Received: from BBN.COM by LAGAVULIN.BBN.COM id aa07615; 8 Dec 93 19:16 EST
Received: from cucis.cis.columbia.edu by BBN.COM id aa04154; 8 Dec 93 20:26 EST
Received: by cucis.cis.columbia.edu (AIX 3.2/UCB 5.64/4.04)
          id AA56744; Wed, 8 Dec 1993 20:26:29 -0500

···

Date: Wed, 8 Dec 1993 20:26:29 -0500
From: Stephen Johnson <johnson@cucis.cis.columbia.edu>
Message-Id: <9312090126.AA56744@cucis.cis.columbia.edu>
To: bnevin@BBN.COM
Subject: looks interesting...

Delivery-Date: Mon, 06 Dec 93 20:30:22 -0500
From: Philip.Resnik@east.sun.com (Philip Resnik - Sun Microsystems Labs
      BOS) (by way of yarowsky@unagi.cis.upenn.edu (David Yarowsky))
Subject: Philip Resnik's Dissertation Available
To: empiricists@CSLI.Stanford.EDU
Date: Mon, 06 Dec 1993 13:54:39 -0800
Sender: roscheis@CSLI.Stanford.EDU

Hello,

Some readers of this list may be interested in my doctoral
dissertation, now available by anonymous ftp.

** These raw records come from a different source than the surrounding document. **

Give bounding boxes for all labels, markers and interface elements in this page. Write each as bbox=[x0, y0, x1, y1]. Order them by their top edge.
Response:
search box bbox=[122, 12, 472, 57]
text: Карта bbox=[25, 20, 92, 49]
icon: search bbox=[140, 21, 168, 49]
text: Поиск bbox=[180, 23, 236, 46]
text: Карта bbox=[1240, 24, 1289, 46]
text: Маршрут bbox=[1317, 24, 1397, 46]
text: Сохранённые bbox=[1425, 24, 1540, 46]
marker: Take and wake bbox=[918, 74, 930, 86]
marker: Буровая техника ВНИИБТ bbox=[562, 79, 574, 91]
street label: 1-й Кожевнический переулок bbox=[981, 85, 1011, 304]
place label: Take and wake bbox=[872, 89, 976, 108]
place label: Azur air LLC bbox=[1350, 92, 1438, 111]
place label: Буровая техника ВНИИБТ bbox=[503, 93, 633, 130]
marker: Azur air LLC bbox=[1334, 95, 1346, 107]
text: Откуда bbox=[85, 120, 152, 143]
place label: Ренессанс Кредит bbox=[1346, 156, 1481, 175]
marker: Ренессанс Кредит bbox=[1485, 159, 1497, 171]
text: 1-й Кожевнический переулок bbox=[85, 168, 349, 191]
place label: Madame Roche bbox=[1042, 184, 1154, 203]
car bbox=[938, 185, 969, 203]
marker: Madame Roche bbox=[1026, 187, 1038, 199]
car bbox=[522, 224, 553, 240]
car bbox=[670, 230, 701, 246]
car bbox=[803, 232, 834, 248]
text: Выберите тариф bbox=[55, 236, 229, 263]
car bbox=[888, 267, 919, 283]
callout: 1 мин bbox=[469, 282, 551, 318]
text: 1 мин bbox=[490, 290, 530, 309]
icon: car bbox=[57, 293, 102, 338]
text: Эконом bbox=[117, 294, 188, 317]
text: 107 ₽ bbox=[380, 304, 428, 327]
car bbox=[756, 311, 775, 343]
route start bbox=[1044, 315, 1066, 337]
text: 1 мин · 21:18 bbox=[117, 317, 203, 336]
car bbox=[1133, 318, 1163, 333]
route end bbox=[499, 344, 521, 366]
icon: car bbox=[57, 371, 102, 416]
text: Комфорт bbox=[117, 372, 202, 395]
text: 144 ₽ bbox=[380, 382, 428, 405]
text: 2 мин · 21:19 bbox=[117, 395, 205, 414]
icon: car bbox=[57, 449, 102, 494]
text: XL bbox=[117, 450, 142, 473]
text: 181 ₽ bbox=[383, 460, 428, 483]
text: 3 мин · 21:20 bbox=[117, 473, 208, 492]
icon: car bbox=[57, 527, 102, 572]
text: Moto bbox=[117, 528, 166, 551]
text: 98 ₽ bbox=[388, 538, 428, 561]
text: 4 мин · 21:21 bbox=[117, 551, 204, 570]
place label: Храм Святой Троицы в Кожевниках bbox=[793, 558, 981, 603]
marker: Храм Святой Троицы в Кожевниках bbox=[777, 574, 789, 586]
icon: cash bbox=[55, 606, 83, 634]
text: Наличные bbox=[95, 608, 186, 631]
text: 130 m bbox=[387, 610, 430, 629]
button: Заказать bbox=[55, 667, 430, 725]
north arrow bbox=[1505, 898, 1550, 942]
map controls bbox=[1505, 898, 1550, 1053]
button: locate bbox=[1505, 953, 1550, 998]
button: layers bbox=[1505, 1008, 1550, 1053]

  @phdthesis{resnik:dissertation,
    author = "Philip Resnik",
    title = "Selection and Information:
        A Class-Based Approach to Lexical Relationships",
    school = "University of Pennsylvania",
    month = "December",
    year = "1993",
    note = (Institute for Research in Cognitive Science
        report IRCS-93-42)"}

It can be retrieved in postscript format from linc.cis.upenn.edu as
file /pub/ircs/technical-reports/93-42.ps -- abstract and sample ftp
session are included at the end of this message. The file is about 1
megabyte, 173 printed pages.

Hardcopies can be ordered for the cost of reproducing and mailing the
thesis ($7.35) by contacting Jodi Kerper, IRCS, 3401 Walnut Street,
Suite 400C, Philadelphia, PA 19104-6228 USA
(jbkerper@central.cis.upenn.edu).

- ----------------------------------------------------------------

             Abstract

  Selectional constraints are limitations on the applicability of
  predicates to arguments. For example, the statement ``The number two
  is blue'' may be syntactically well formed, but at some level it is
  anomalous --- BLUE is not a predicate that can be applied to numbers.

  In this dissertation, I propose a new, information-theoretic account
  of selectional constraints. Unlike previous approaches, this proposal
  requires neither the identification of primitive semantic features nor
  the formalization of complex inferences based on world knowledge. The
  proposed model assumes instead that lexical items are organized in a
  conceptual taxonomy according to class membership, where classes are
  defined simply as sets --- that is, extensionally, rather than in
  terms of explicit features or properties. Selection is formalized in
  terms of a probabilistic relationship between predicates and concepts:
  the selectional behavior of a predicate is modeled as its
  distributional effect on the conceptual classes of its arguments,
  expressed using the information-theoretic measure of relative entropy.
  The use of relative entropy leads to an illuminating interpretation of
  what selectional constraints are: the strength of a predicate's
  selection for an argument is identified with the quantity of
  information it carries about that argument.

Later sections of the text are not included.